It’s always bothered me when critics call a work or performer “boring,” but now Susan Sontag, in her 1965 essay “One Culture and the New Sensibility” (from Against Interpretation), helps put my finger on why:
The charge of boredom is hypocritical….Boredom is only another name for a certain species of frustration.
The moment a critic declares (through her nose) that she is bored, she’s abdicated her responsibility: to illuminate causes, not just effects. “Boring” is like “wonderful” or “marvelous” or “splendid”–it says nothing except that you liked something or didn’t, and that you are so self-evidently justified in your taste (because you are you, and you are marvelous) that you needn’t bother to say more. That’s why teenagers, with their uncanny ability to make the most of adults’ worst traits, love the b-word: they understand “boring” annuls all argument and holds the listener at bay.

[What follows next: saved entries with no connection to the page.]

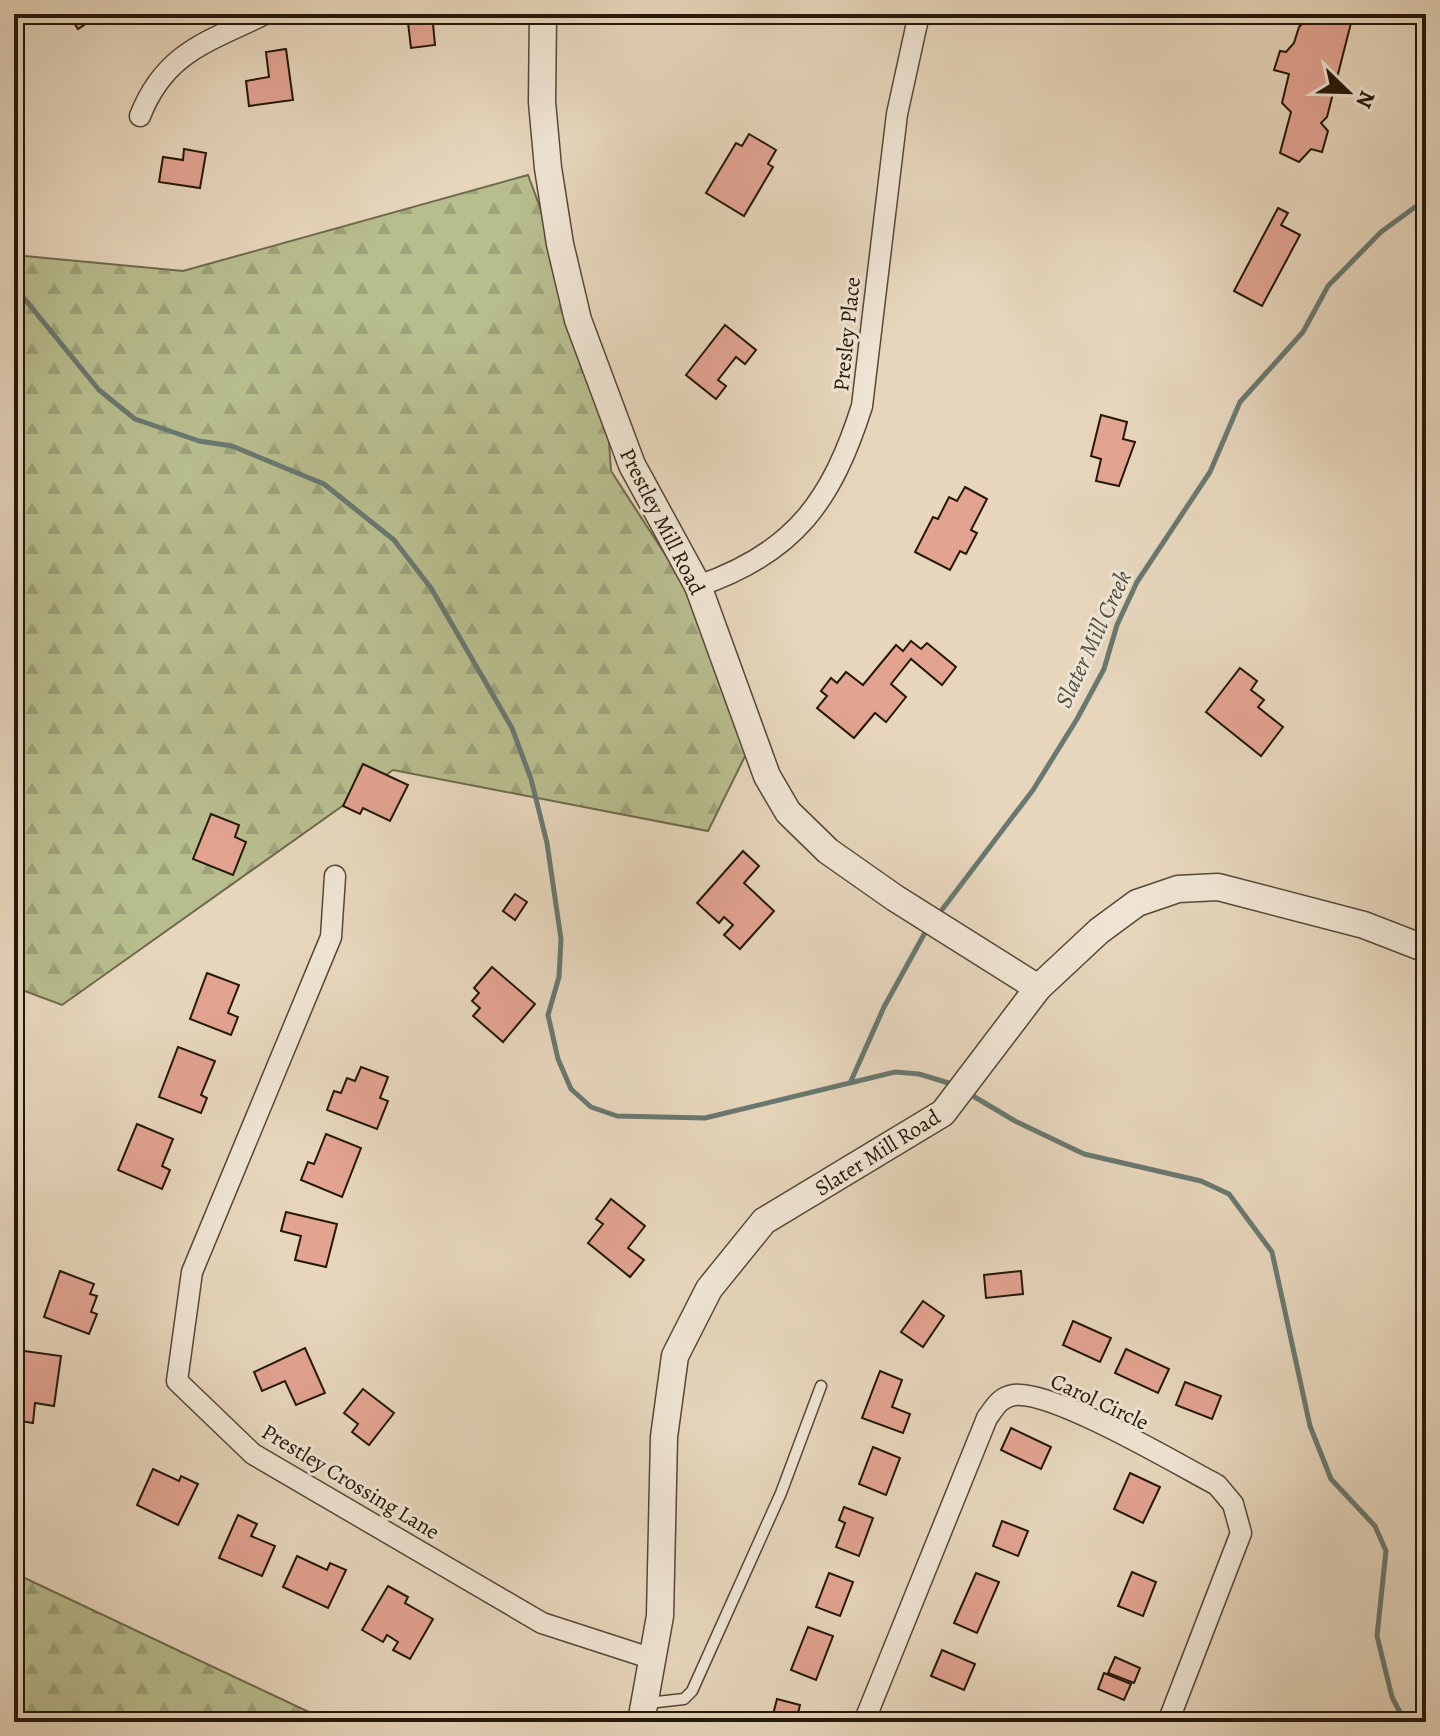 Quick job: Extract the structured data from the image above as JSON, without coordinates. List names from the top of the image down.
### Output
{
  "streets": {
    "street": [
      "Presley Place",
      "Prestley Mill Road",
      "Slater Mill Road",
      "Carol Circle",
      "Prestley Crossing Lane"
    ]
  },
  "crossings": [
    ["Presley Place", "Prestley Mill Road"],
    ["Prestley Mill Road", "Slater Mill Road"],
    ["Slater Mill Road", "Prestley Crossing Lane"]
  ],
  "water": ["Slater Mill Creek"],
  "north": "bottom right"
}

For a critic, it’s also stingy, backing away right when the writer needs to move in. It’s arrogant, asserting, “I am so much better than this dance/this performer that I will not deign to explain.”
Explanation is a humble thing–what subordinates do, never their bosses. “Boring,” on the other hand, is the aristocrat of response: a seeming explanation that tells you nothing (why Sontag calls it hypocritical). By means of indolence, the critic asserts her dominion over the reader and the art.